_What you have to do_
Scan the data below for lines containing the string "Carina" and give only how many there are.

----------

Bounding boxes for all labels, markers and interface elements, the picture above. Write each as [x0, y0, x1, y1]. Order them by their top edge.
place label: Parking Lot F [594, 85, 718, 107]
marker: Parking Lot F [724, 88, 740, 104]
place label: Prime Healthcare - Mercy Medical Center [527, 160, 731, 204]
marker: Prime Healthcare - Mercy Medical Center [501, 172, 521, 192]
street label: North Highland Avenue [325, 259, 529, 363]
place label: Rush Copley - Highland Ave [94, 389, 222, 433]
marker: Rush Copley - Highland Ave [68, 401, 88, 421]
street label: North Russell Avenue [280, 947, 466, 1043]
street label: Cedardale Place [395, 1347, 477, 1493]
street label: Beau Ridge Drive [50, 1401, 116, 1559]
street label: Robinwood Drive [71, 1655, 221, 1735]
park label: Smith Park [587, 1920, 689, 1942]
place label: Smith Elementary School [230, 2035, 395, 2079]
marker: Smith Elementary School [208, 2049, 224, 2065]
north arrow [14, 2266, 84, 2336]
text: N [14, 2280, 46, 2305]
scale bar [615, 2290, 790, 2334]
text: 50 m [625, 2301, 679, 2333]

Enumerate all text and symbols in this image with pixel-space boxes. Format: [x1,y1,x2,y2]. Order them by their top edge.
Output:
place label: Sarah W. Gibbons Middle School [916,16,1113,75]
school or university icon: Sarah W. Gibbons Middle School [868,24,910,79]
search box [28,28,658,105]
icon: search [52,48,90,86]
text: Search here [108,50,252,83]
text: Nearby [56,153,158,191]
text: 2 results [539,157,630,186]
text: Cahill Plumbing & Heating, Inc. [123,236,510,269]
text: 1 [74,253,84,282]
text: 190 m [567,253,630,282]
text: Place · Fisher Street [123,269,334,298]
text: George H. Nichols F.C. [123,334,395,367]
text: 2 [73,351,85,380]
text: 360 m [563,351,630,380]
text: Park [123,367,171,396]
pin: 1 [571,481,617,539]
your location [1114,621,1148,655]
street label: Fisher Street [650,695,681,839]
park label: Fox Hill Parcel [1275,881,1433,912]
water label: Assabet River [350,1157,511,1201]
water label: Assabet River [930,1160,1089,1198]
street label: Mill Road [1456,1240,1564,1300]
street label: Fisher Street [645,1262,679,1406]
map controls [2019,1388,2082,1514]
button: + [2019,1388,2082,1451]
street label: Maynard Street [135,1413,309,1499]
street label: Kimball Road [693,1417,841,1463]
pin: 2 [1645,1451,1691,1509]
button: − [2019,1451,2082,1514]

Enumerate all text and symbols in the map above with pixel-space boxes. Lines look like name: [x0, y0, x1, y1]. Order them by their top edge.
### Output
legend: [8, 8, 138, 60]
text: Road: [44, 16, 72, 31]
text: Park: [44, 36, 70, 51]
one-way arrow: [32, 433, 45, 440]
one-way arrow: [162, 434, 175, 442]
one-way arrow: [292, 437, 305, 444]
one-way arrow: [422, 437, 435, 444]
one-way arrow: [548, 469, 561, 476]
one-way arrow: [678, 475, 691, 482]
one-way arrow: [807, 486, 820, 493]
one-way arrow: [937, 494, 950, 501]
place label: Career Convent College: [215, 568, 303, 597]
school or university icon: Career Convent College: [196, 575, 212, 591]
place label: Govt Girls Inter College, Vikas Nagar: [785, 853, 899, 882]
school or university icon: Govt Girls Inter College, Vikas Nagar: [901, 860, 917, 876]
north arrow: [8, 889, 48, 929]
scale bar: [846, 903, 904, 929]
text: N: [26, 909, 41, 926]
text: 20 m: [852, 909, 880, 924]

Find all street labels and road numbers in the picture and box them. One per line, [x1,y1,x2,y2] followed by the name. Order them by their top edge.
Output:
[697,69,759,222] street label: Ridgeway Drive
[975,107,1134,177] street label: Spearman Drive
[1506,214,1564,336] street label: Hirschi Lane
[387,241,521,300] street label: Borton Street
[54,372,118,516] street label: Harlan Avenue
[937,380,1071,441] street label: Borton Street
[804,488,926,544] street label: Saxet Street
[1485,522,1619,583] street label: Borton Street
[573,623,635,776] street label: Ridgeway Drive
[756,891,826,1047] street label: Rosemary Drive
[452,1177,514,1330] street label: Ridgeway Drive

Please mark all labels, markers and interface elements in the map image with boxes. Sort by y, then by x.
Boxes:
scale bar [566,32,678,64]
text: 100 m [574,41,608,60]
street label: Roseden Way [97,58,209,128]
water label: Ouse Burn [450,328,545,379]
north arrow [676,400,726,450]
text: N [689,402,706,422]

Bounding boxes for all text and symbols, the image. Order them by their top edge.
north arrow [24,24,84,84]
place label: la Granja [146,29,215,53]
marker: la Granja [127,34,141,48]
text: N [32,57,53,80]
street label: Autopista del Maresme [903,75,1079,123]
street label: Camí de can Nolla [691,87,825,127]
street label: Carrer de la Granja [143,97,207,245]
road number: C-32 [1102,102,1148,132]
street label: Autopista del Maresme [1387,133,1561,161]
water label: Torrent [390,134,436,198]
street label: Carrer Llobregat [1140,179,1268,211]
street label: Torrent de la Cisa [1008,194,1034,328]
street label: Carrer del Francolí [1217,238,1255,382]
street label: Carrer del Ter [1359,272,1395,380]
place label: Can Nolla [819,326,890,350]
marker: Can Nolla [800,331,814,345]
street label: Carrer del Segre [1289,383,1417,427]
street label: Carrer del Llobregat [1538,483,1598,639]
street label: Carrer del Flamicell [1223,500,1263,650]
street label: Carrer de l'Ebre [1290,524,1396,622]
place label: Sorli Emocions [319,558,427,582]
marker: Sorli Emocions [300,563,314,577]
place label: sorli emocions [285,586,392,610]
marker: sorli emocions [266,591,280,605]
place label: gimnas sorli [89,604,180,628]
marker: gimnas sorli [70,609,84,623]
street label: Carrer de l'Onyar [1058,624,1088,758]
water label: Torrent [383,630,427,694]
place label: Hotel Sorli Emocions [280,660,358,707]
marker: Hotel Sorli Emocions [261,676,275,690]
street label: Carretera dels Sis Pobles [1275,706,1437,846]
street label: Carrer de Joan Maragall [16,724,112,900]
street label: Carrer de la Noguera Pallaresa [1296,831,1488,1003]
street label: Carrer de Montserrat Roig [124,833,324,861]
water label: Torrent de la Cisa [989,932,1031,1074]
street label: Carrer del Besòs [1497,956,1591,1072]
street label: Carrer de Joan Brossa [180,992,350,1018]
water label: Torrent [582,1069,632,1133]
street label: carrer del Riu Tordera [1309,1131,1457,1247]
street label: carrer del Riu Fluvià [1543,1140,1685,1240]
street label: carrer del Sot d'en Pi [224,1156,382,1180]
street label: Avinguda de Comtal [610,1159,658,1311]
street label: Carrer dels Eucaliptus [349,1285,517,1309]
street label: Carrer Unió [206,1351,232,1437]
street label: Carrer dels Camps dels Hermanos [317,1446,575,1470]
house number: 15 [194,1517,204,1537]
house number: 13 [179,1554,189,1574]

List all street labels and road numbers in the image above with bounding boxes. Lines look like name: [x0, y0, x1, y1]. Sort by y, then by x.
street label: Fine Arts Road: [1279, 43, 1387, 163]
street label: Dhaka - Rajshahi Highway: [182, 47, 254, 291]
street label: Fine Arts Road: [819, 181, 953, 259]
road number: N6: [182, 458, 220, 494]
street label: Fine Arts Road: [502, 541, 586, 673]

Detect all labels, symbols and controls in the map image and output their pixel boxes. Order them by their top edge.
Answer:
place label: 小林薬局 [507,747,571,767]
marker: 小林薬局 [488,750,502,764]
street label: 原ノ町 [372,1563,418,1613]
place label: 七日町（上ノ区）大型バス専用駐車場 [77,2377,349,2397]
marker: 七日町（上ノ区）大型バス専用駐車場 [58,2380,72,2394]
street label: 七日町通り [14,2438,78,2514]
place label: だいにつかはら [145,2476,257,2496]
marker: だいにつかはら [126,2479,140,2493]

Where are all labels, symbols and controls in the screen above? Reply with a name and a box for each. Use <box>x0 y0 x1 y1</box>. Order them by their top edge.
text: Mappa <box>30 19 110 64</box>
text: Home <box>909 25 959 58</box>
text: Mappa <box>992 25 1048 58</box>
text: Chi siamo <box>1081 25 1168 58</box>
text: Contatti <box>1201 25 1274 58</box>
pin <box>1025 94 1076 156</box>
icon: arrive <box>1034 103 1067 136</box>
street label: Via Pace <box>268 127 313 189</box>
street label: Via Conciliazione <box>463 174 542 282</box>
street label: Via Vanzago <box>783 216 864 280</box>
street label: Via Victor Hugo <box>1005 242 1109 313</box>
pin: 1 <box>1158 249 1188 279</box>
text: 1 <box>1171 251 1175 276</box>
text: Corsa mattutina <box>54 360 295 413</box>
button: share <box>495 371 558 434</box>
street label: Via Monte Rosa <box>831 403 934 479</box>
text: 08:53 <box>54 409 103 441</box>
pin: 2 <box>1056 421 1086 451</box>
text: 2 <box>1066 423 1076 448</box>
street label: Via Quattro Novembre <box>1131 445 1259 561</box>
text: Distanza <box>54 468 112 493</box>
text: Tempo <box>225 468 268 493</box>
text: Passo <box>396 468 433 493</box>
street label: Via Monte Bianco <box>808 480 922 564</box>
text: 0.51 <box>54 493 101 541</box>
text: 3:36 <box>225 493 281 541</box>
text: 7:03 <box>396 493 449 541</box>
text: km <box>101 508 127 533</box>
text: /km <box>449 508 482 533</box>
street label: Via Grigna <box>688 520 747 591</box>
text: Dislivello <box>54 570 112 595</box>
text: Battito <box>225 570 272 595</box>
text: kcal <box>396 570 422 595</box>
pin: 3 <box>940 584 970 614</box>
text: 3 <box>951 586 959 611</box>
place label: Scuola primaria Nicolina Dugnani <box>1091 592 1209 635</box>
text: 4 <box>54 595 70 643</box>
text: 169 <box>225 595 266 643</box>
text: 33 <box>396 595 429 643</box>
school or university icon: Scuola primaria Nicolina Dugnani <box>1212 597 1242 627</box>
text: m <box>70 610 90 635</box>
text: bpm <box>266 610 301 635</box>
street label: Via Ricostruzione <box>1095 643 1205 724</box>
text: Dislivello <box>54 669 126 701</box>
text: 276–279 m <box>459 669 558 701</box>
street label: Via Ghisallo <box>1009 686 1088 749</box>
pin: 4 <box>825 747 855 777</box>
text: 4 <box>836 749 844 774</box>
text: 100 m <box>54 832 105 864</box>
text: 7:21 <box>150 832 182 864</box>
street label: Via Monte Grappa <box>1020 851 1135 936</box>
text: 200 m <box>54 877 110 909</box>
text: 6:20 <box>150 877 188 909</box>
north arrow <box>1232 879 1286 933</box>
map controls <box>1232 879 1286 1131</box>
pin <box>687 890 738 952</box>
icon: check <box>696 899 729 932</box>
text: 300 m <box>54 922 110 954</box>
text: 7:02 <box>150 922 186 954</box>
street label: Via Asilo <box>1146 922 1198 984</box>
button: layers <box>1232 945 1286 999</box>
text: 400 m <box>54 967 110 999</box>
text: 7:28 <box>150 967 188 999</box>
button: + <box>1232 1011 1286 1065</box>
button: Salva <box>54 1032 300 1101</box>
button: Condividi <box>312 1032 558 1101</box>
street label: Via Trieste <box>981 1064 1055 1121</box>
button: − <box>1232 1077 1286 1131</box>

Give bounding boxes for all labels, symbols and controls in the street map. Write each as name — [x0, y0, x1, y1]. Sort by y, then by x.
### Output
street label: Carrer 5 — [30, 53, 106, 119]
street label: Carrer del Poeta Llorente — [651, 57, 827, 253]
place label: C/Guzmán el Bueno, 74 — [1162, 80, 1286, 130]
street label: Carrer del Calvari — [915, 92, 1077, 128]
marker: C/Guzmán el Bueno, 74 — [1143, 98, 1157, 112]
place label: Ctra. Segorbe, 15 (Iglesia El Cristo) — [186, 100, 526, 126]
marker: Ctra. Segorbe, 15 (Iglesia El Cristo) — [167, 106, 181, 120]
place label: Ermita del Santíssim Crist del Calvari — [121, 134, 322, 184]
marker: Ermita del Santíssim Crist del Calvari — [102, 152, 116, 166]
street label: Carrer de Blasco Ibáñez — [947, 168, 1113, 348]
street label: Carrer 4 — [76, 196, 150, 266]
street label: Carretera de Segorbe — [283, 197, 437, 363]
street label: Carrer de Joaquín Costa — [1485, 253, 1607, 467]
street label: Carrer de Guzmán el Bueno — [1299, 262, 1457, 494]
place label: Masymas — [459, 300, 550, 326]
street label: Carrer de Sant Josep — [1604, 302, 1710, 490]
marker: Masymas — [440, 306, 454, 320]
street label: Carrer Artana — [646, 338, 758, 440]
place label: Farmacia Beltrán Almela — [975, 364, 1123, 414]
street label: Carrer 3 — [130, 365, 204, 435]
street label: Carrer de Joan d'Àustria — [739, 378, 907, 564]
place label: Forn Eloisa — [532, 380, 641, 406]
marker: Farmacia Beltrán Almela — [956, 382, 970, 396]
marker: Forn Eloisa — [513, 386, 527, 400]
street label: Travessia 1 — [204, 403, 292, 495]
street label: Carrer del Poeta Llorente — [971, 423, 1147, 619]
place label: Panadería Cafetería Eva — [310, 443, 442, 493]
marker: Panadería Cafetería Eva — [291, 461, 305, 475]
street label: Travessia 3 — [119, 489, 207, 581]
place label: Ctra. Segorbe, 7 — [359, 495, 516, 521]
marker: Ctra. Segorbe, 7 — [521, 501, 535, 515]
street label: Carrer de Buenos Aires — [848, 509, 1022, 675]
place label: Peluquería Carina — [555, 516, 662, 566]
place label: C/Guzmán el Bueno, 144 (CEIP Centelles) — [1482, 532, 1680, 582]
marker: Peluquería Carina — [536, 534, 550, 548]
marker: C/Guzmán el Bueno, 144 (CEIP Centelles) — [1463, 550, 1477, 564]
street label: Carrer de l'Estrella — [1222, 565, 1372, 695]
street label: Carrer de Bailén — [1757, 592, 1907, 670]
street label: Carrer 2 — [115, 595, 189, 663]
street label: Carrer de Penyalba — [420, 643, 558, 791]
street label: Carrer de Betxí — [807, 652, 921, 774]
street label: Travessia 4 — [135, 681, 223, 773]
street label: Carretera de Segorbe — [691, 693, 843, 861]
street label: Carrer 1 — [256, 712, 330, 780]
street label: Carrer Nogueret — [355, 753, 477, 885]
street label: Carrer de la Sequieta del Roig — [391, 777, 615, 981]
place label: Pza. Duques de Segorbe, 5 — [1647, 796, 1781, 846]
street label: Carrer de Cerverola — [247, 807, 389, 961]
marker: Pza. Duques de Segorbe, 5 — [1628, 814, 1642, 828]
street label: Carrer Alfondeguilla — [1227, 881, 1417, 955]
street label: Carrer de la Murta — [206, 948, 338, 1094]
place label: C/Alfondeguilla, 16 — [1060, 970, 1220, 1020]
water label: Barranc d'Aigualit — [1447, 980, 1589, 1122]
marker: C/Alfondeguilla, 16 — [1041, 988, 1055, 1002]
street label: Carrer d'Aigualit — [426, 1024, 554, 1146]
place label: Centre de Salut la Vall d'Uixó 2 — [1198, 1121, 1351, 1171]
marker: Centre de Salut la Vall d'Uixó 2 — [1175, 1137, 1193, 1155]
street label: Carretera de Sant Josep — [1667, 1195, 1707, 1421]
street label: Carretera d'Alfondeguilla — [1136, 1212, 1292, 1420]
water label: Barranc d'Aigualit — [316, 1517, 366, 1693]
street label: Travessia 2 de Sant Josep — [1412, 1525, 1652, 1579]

----------

_Result of this exercise_
2